My favorite poem about marriage
#1 “The Golden Wedding” by David Gray
O love, whose patient pilgrim feet
Life’s longest path have trod,
Whose ministry hath symbolled sweet
The dearer love of God,—
The sacred myrtle wreathes again
Thine altar, as of old;
And what was green with summer then,
Is mellowed, now, to gold.
Not now, as then, the Future’s face
Is flushed with fancy’s light;
But Memory, with a milder grace,
Shall rule the feast to-night.
Blest was the sun of joy that shone,
Nor less the blinding shower—
The bud of fifty years agone
Is Love’s perfected flower.
O Memory, ope thy mystic door!
O dream of youth, return!
And let the lights that gleamed of yore
Beside this altar burn!
The past is plain; ’t was Love designed
E’en Sorrow’s iron chain,
And Mercy’s shining thread has twined
With the dark warp of Pain.
So be it still. O thou who hast
That younger bridal blest,
Till the May-morn of love has passed
To evening’s golden west,
Come to this later Cana, Lord,
And, at thy touch divine,
The water of that earlier board
To-night shall turn to wine.
I chose this poem as my favorite because it beautifully reflects the journey of love through both happy and sad times.
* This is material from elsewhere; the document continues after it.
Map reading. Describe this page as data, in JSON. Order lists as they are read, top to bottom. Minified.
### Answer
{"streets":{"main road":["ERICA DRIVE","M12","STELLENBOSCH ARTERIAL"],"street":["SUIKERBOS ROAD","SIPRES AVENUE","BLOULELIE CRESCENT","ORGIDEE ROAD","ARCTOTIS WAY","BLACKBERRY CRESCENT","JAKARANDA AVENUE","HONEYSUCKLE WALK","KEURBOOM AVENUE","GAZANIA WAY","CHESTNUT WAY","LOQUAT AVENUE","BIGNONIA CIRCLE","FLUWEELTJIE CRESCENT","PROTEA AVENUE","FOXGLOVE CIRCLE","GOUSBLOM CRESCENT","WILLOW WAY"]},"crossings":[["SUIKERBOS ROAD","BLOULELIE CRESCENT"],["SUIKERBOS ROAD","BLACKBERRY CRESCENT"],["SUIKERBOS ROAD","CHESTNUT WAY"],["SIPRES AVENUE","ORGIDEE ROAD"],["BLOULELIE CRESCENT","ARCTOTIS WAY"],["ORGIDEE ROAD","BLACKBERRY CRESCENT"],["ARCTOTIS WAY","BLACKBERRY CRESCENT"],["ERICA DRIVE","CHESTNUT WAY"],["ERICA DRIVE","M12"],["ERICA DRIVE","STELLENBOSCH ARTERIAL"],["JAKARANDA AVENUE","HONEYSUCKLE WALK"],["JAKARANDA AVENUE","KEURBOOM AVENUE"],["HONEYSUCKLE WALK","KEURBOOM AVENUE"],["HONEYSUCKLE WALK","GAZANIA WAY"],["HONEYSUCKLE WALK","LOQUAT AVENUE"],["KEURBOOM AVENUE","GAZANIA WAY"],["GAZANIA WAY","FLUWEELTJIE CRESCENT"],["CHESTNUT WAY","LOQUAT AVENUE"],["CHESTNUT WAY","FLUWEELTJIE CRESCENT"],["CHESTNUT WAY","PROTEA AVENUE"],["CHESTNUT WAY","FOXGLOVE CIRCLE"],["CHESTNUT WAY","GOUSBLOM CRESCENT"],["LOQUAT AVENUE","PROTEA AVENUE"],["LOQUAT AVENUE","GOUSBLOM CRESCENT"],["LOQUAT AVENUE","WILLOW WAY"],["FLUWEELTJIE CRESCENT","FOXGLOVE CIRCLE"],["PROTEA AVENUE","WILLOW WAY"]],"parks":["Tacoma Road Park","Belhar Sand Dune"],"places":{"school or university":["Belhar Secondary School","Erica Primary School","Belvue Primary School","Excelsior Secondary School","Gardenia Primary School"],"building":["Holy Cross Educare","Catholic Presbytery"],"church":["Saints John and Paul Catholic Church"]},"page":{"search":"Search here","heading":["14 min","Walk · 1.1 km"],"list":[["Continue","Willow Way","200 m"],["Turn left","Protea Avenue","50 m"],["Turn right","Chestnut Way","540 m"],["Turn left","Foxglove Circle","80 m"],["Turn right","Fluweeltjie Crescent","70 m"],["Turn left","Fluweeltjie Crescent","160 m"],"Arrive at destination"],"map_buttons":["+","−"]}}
The images of flowers and memories touch deep emotions that anyone married can relate to.
It also perfectly captures the desire for connection and understanding in a marriage while telling us that no marriages are perfect and that good and bad times are all part of the journey.
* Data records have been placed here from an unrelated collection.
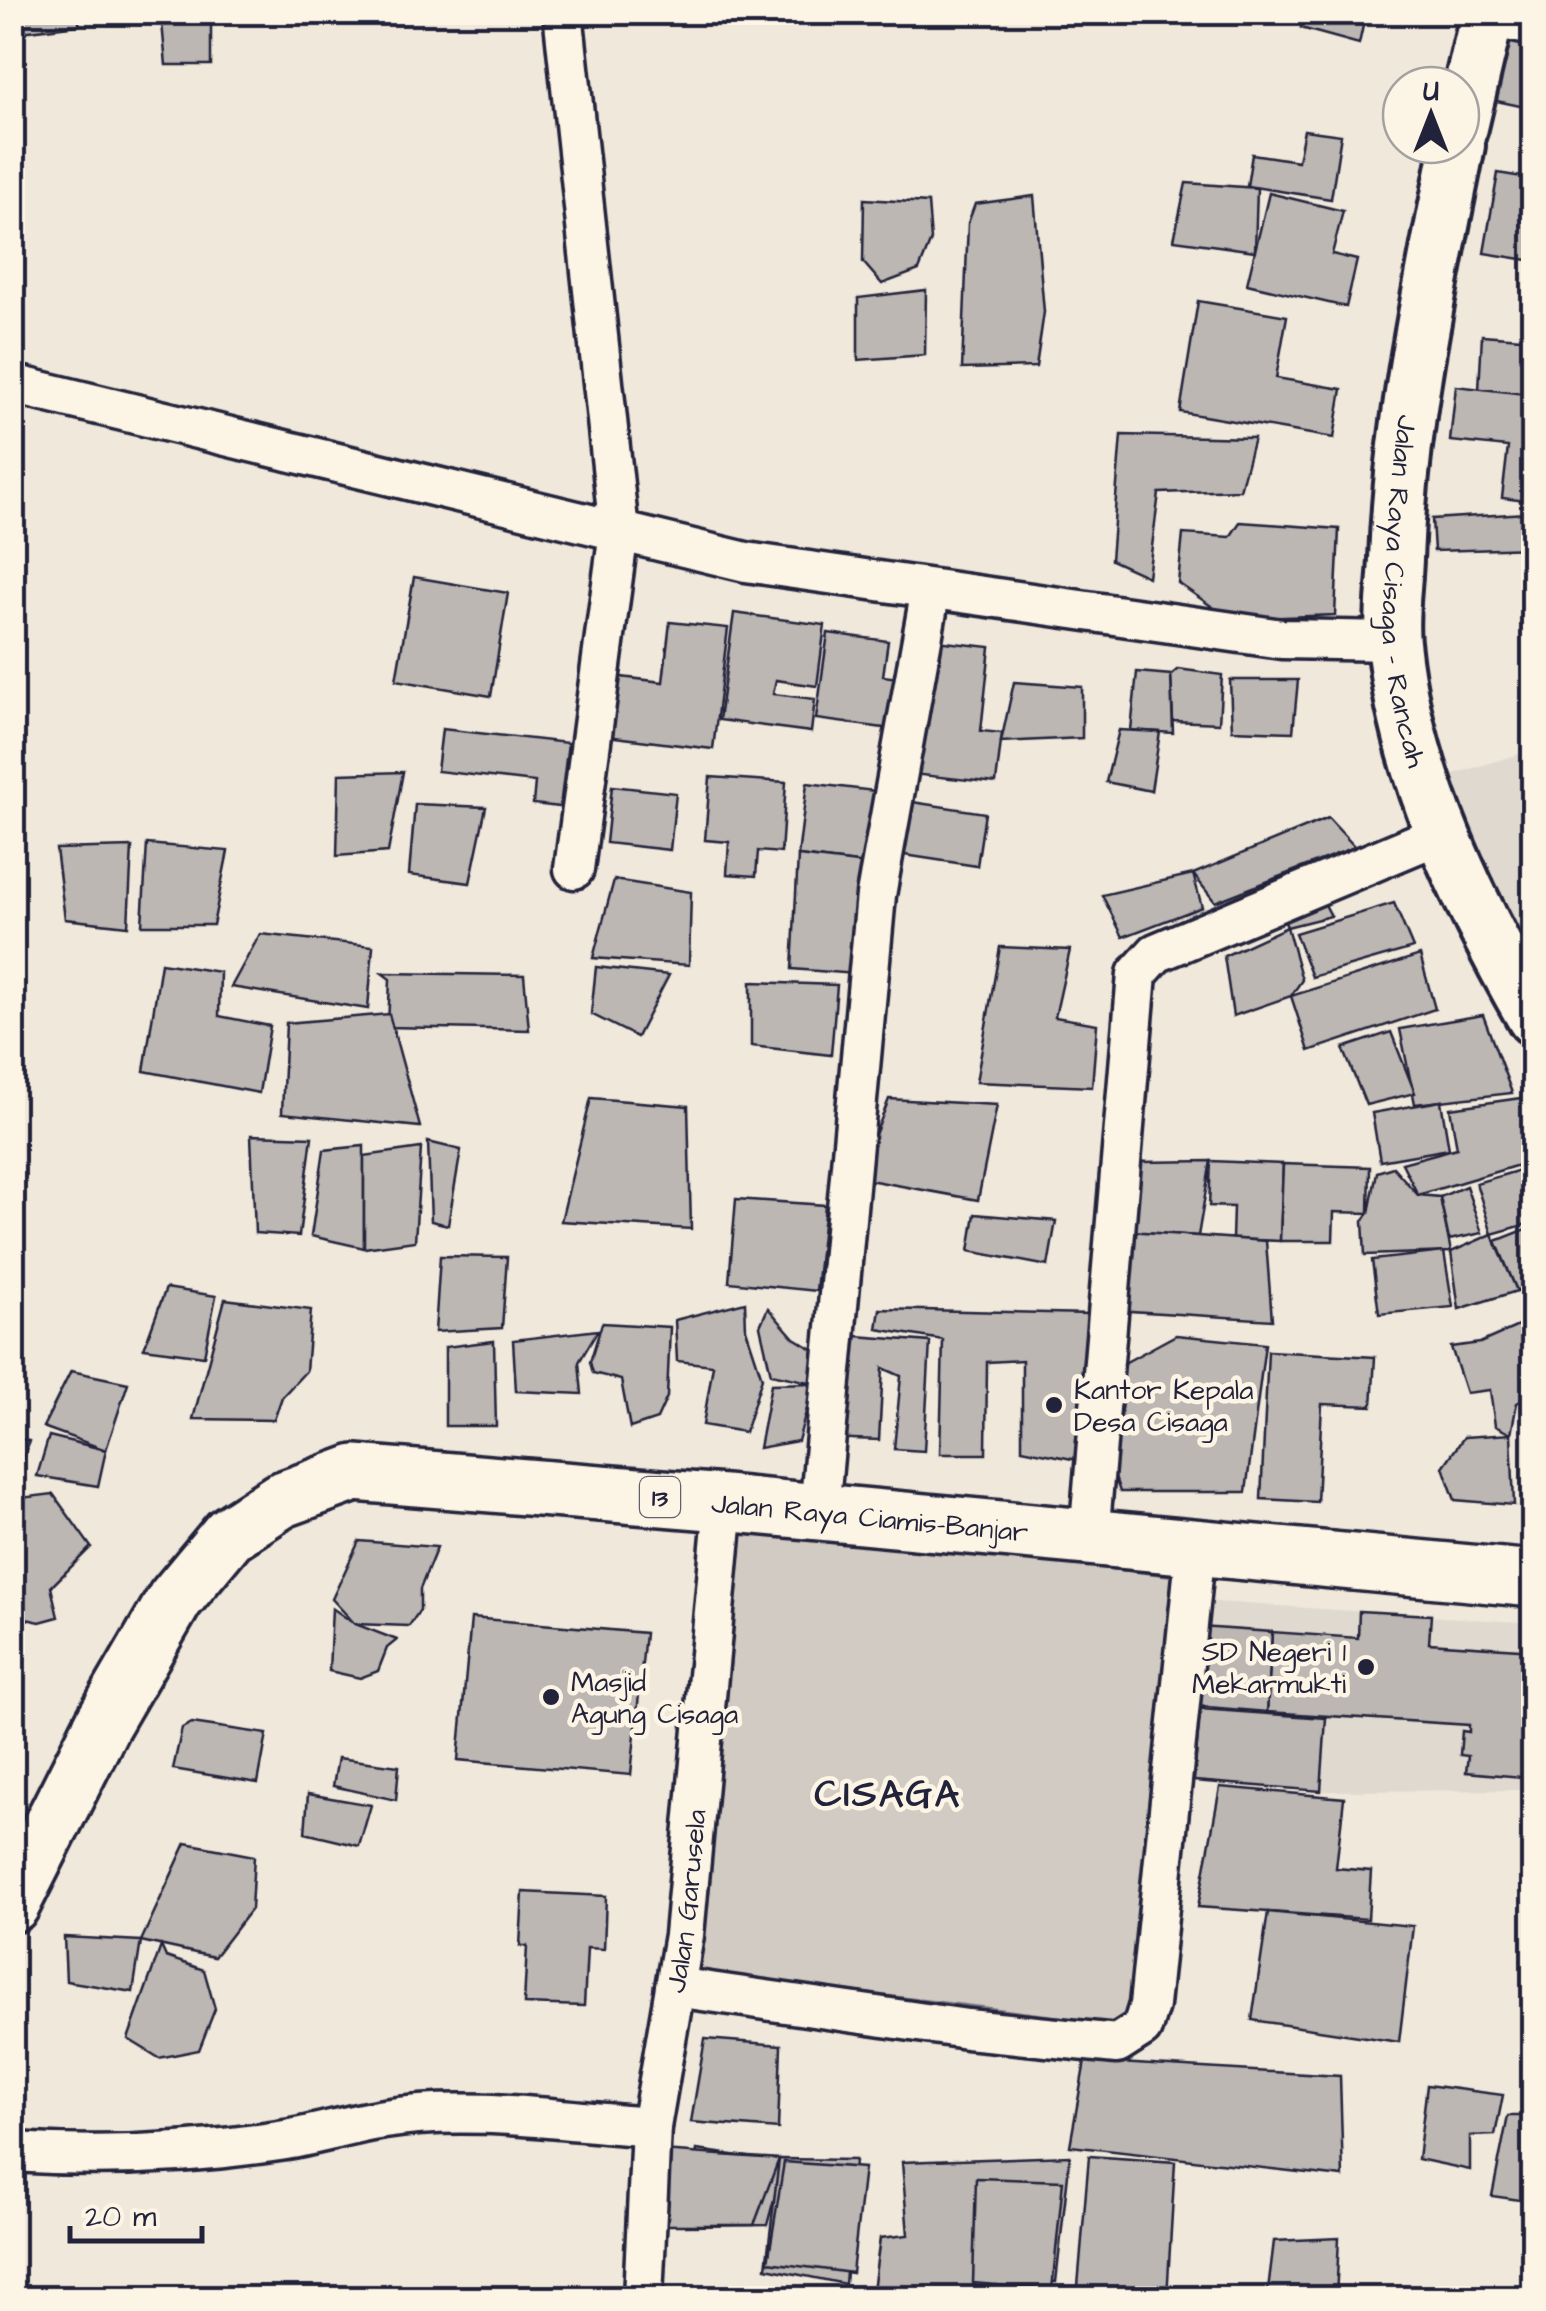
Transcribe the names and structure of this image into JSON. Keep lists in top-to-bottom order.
{
  "streets": {
    "highway": ["13", "Jalan Raya Ciamis-Banjar"],
    "main road": ["Jalan Raya Cisaga – Rancah"],
    "street": ["Jalan Garusela"]
  },
  "crossings": [
    ["Jalan Raya Ciamis-Banjar", "Jalan Garusela"]
  ],
  "districts": ["CISAGA"],
  "places": ["Kantor Kepala Desa Cisaga", "SD Negeri 1 Mekarmukti", "Masjid Agung Cisaga"],
  "scale_bar": "20 m",
  "north": "top"
}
9 more poems about marriage
#2 “Freedom and Love” by Thomas Campbell
How delicious is the winning
Of a kiss at Love’s beginning,
When two mutual hearts are sighing
For the knot there’s no untying!
Yet remember, ‘midst your wooing,
Love has bliss, but Love has ruing;
Other smiles may make you fickle,
Tears for other charms may trickle.
Love he comes, and Love he tarries,
Just as fate or fancy carries;
Longest stays when sorest chidden,
Laughs and flies when press’d and bidden.
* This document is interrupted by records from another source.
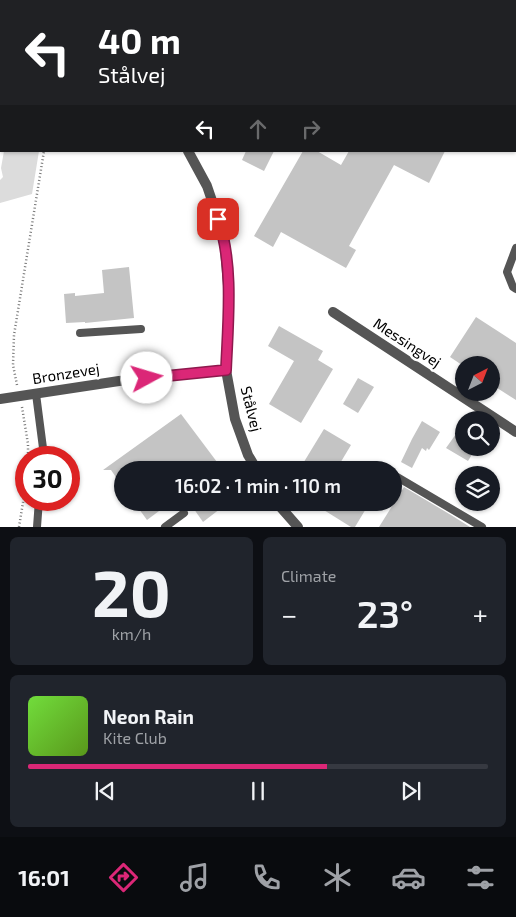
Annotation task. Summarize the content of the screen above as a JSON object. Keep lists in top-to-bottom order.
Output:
{
  "streets": {
    "street": ["Messingvej", "Bronzevej", "Stålvej"]
  },
  "crossings": [
    ["Bronzevej", "Stålvej"]
  ],
  "north": "top right",
  "page": {
    "turn": ["40 m", "Stålvej"],
    "limit": "30",
    "trip": "16:02 · 1 min · 110 m",
    "tile": [
      ["20", "km/h"],
      "Climate"
    ],
    "heat": ["−", "23°", "+"],
    "song": ["Neon Rain", "Kite Club"],
    "tabs": "16:01"
  }
}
Bind the sea to slumber stilly,
Bind its odour to the lily,
Bind the aspen ne’er to quiver,
Then bind Love to last for ever.
Love’s a fire that needs renewal
Of fresh beauty for its fuel;
Love’s wing moults when caged and captured,
Only free he soars enraptured.
Can you keep the bee from ranging,
Or the ringdove’s neck from changing?
No! nor fetter’d Love from dying
In the knot there’s no untying.
#3 “To His Love” by William Shakespeare
Shall I compare thee to a summer’s day?
Thou art more lovely and more temperate:
Rough winds do shake the darling buds of May,
And summer’s lease hath all too short a date;
Sometime too hot the eye of heaven shines,
And often is his gold complexion dimm’d;
And every fair from fair sometime declines,
By chance, or nature’s changing course, untrimm’d.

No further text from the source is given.